Nothing in the records may be left out or altered; reproduce them all exactly.

Stored data entries:
- - - - -
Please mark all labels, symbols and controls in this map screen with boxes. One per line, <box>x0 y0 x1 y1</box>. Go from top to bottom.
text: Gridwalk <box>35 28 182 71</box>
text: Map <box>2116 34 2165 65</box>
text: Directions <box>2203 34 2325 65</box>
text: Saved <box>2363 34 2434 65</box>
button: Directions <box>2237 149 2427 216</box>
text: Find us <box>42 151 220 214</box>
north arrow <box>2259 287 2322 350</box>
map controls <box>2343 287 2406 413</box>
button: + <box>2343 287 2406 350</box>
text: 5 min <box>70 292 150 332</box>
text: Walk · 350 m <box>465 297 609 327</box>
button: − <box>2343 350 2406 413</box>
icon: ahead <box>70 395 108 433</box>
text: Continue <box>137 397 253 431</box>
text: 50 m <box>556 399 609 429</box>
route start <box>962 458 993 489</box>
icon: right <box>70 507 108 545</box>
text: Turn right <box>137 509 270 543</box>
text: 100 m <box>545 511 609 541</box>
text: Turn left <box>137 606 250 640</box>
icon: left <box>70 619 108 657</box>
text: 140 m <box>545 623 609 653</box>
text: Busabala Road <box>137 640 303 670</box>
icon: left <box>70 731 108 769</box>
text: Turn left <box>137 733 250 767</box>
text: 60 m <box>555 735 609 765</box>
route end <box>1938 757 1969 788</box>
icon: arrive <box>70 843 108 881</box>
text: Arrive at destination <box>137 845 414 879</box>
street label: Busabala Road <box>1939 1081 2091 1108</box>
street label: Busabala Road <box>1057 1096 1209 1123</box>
- - - - -
• [ANSWER TO THIS TASK]
Please mark all labels, symbols and controls in this map screen with boxes. One per line, <box>x0 y0 x1 y1</box>. Go from top to bottom.
text: Gridwalk <box>35 28 182 71</box>
text: Map <box>2116 34 2165 65</box>
text: Directions <box>2203 34 2325 65</box>
text: Saved <box>2363 34 2434 65</box>
button: Directions <box>2237 149 2427 216</box>
text: Find us <box>42 151 220 214</box>
north arrow <box>2259 287 2322 350</box>
map controls <box>2343 287 2406 413</box>
button: + <box>2343 287 2406 350</box>
text: 5 min <box>70 292 150 332</box>
text: Walk · 350 m <box>465 297 609 327</box>
button: − <box>2343 350 2406 413</box>
icon: ahead <box>70 395 108 433</box>
text: Continue <box>137 397 253 431</box>
text: 50 m <box>556 399 609 429</box>
route start <box>962 458 993 489</box>
icon: right <box>70 507 108 545</box>
text: Turn right <box>137 509 270 543</box>
text: 100 m <box>545 511 609 541</box>
text: Turn left <box>137 606 250 640</box>
icon: left <box>70 619 108 657</box>
text: 140 m <box>545 623 609 653</box>
text: Busabala Road <box>137 640 303 670</box>
icon: left <box>70 731 108 769</box>
text: Turn left <box>137 733 250 767</box>
text: 60 m <box>555 735 609 765</box>
route end <box>1938 757 1969 788</box>
icon: arrive <box>70 843 108 881</box>
text: Arrive at destination <box>137 845 414 879</box>
street label: Busabala Road <box>1939 1081 2091 1108</box>
street label: Busabala Road <box>1057 1096 1209 1123</box>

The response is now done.